• **Supplied entries**
+++

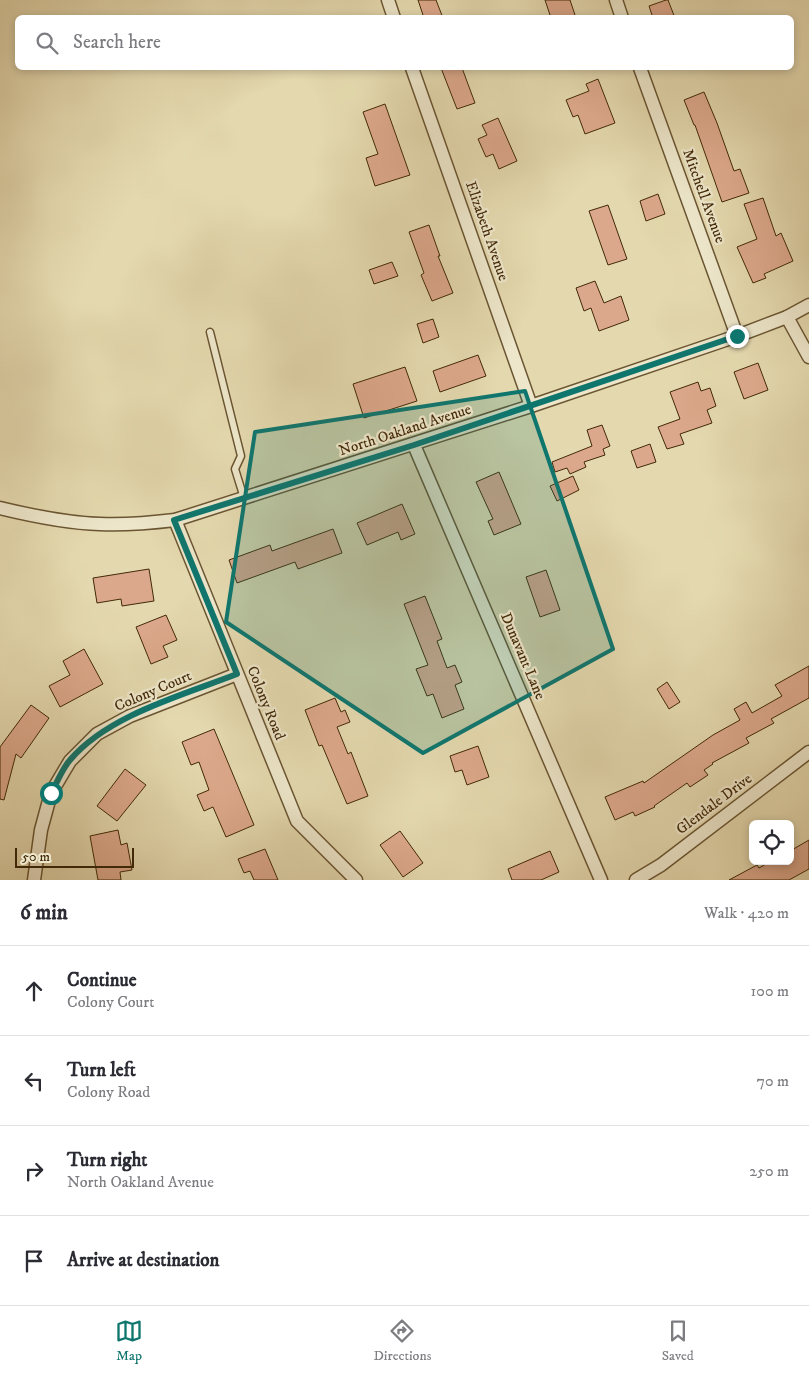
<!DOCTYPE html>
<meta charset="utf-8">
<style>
body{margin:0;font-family:"IM FELL DW Pica",serif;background:#f7f7f7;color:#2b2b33}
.controls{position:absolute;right:15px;bottom:15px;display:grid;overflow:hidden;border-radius:8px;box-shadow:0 2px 8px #0003}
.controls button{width:45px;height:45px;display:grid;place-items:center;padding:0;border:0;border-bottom:1px solid #e1e1e2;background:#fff;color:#2b2b33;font:25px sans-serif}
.scale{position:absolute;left:15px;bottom:12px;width:119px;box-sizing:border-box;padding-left:5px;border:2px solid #422908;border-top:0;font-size:14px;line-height:18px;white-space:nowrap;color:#422908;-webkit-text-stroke:4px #ede6ca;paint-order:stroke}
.stop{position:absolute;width:15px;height:15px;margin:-11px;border:4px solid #0f766e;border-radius:50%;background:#fff}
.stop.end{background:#0f766e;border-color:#fff;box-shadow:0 1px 5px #0008}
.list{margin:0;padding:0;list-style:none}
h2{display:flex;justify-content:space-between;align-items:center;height:65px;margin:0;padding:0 20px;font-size:21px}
h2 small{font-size:16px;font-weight:400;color:#7c7c81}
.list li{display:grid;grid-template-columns:32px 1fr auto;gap:15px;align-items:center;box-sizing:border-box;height:90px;padding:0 20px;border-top:1px solid #e1e1e2}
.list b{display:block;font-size:19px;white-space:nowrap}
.list p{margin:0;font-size:16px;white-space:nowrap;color:#7c7c81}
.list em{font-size:16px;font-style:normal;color:#7c7c81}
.icon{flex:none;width:28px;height:28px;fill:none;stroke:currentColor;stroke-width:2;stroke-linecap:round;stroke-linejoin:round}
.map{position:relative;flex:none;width:809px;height:880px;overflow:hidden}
.search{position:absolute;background:#fff;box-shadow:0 2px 8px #0003;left:15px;right:15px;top:15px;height:55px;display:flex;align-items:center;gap:12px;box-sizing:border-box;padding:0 18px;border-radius:8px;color:#7c7c81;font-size:19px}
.sheet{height:425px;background:#fff}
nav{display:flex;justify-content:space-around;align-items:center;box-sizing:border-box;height:70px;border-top:1px solid #e1e1e2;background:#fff;font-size:14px;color:#7c7c81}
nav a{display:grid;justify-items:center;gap:2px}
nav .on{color:#0f766e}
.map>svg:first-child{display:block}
</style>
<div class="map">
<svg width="809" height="880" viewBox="0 0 809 880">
<rect width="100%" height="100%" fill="#e4d8ae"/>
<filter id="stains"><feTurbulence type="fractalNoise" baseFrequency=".004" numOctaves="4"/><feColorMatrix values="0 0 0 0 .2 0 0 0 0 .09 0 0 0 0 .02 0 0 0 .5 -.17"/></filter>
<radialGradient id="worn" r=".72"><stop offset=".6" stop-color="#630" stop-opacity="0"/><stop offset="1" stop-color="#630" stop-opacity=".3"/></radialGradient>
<g fill="#dca88b" stroke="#422908">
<path d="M418,0H436L443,18H424Z"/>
<path d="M545,0H570L576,18H551Z"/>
<path d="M666,0H668L675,18H653L649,6Z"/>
<path d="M441,68H462L475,103L457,109Z"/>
<path d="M598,79L615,123L585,134L578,115L573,117L566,100L589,91L586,84Z"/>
<path d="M704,92L717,123L734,171L740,169L749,193L722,202L695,125H694L684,100Z"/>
<path d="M385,104L410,175L375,186L366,158L378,154L363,112Z"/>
<path d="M498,118L517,161L499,169L493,154L486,157L478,139L487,135L482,125Z"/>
<path d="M658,194L665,214L646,221L640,201Z"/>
<path d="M763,198L776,236L781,233L793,261L764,274L766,278L753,283L737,247L757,239L744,204Z"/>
<path d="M608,205L627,259L608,265L589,211Z"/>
<path d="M429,225L440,256H438L453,293L432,301L421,275L424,273L409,232Z"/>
<path d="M392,262L398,276L374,284L369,270Z"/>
<path d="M595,281L604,303L621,296L629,320L599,331L591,308L584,311L576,288Z"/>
<path d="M433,319L439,337L423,343L417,324Z"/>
<path d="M478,355L486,376L440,392L433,371Z"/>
<path d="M758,363L768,390L744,399L734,372Z"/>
<path d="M405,367L417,401L364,418L353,384Z"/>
<path d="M698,382L701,391L710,388L716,406L707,410L712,423L680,434L684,444L667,449L658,427L680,419L670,392Z"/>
<path d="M602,425L610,446L603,449L605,455L584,462L586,467L570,474L567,468L555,472L552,462L592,446L587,430Z"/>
<path d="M650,444L656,462L637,468L631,451Z"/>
<path d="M499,472L521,524L494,535L488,521L493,519L476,482Z"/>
<path d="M573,476L579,490L557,501L550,486Z"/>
<path d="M402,504L415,534L401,540L398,532L367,545L357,523Z"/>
<path d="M333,529L342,553L298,569L295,562L237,583L229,560L270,545L272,551Z"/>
<path d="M149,569L154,601L122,606L121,599L97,603L93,578Z"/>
<path d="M546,570L560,610L540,617L526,577Z"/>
<path d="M425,596L442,639L437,641L447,668L455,665L462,682L455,685L464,709L442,718L433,694L427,696L416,669L428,665L404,604Z"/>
<path d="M166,615L177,640L163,646L168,657L151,664L136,627Z"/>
<path d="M84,649L103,684L60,707L49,686L70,675L63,661Z"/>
<path d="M809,666V698L771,719L774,723L746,738L749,743L712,763L713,764L704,770L708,775L690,787L687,783L654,806L655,807L635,816L633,812L615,820L605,797L643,781L644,783L713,735L740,720L734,709L746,702L752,713L782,696L775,685Z"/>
<path d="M667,682L680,702L669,709L657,689Z"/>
<path d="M335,698L341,712L345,710L350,722L337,727L348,754L351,752L368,796L347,804L322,745L319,746L305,710Z"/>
<path d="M31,705L49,718L21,758L16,754L4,800L0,799V747Z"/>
<path d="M214,729L254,825L226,837L213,807L204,811L197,795L209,790L199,762L191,765L182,742Z"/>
<path d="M478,746L489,777L467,785L462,770L455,772L450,756Z"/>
<path d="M125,769L146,785L117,821L97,806Z"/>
<path d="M118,830L121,845L127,843L132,870L120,872L121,880H98L90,836Z"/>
<path d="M400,831L423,863L403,877L380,845Z"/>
<path d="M809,840V869L789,880H729L757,865L759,868L771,861H790V851Z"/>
<path d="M265,849L278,880H254L250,871L244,873L238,859Z"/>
<path d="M550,851L559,872L541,880H512L508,869Z"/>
</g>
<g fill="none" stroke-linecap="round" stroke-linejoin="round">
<defs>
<path id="service" d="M210,332L241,456L235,469L244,498"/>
<g id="minor">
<path d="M388,0L394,18"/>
<path d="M616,0L622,18"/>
<path d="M412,68L531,406"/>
<path d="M640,68L737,336"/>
<path d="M787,317L809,357"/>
<path d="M414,445L601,880"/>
<path d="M0,508C33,516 67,523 100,524C125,525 150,523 175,520L531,406L737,336L787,317L809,305"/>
<path d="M175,520L297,821L356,880"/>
<path d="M34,880L41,830L51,793L70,761L97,734L130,716L237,674"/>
<path d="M636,880L661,865L809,752"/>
</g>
</defs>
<use href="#service" stroke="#6a5532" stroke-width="9"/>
<use href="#minor" stroke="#6a5532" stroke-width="15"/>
<use href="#service" stroke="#ede6ca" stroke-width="6"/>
<use href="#minor" stroke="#ede6ca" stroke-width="12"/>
</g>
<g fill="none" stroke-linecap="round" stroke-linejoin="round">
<path stroke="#0f766e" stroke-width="6" d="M51,793C57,783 62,769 70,760C108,715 183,695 237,674L174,520L414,445L737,336"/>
</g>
<path fill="#0f766e" fill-opacity="0.2" stroke="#0f766e" stroke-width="4" stroke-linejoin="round" d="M525,391L613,649L423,753L226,622L255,432Z"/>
<g text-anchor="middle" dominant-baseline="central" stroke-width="4.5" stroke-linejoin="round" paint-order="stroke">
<g font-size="15" fill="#422908" stroke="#ede6ca">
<text transform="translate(704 196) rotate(70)">Mitchell Avenue</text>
<text transform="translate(487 231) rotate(71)">Elizabeth Avenue</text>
<text transform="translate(405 430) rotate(-18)">North Oakland Avenue</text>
<text transform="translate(523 656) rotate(67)">Dunavant Lane</text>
<text transform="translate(153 691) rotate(-23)">Colony Court</text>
<text transform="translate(266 703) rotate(68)">Colony Road</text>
<text transform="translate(714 804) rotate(-37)">Glendale Drive</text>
</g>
</g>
<rect width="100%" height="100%" filter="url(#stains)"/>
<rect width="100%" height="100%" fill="url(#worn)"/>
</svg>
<div class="controls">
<button><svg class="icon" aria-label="locate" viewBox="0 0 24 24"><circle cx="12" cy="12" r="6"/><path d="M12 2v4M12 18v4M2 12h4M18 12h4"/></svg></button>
</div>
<div class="scale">50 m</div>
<div class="stop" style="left:51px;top:793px"></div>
<div class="stop end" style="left:737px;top:336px"></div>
<div class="search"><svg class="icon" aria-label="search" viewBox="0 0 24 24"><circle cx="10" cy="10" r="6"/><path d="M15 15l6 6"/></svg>Search here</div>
</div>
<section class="sheet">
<h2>6 min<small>Walk · 420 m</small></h2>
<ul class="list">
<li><svg class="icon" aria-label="ahead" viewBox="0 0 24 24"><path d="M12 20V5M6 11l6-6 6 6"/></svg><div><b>Continue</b><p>Colony Court</p></div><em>100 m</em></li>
<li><svg class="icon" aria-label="left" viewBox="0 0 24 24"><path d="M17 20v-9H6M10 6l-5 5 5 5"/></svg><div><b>Turn left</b><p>Colony Road</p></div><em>70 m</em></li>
<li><svg class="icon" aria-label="right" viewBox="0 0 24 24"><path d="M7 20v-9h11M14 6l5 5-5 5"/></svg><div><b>Turn right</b><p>North Oakland Avenue</p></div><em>250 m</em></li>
<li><svg class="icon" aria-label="arrive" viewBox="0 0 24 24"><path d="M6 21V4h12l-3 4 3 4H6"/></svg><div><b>Arrive at destination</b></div></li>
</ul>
</section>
<nav>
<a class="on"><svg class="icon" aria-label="map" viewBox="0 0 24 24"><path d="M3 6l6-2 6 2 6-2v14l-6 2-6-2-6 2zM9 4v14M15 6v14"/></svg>Map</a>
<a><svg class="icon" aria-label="directions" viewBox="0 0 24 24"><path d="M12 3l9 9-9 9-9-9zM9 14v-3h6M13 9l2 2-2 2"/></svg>Directions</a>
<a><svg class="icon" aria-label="saved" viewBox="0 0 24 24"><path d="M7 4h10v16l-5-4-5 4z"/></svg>Saved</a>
</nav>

+++

The answer must be every line of the records that holds the string "bottom".

• **Reply**
.controls{position:absolute;right:15px;bottom:15px;display:grid;overflow:hidden;border-radius:8px;box-shadow:0 2px 8px #0003}
.controls button{width:45px;height:45px;display:grid;place-items:center;padding:0;border:0;border-bottom:1px solid #e1e1e2;background:#fff;color:#2b2b33;font:25px sans-serif}
.scale{position:absolute;left:15px;bottom:12px;width:119px;box-sizing:border-box;padding-left:5px;border:2px solid #422908;border-top:0;font-size:14px;line-height:18px;white-space:nowrap;color:#422908;-webkit-text-stroke:4px #ede6ca;paint-order:stroke}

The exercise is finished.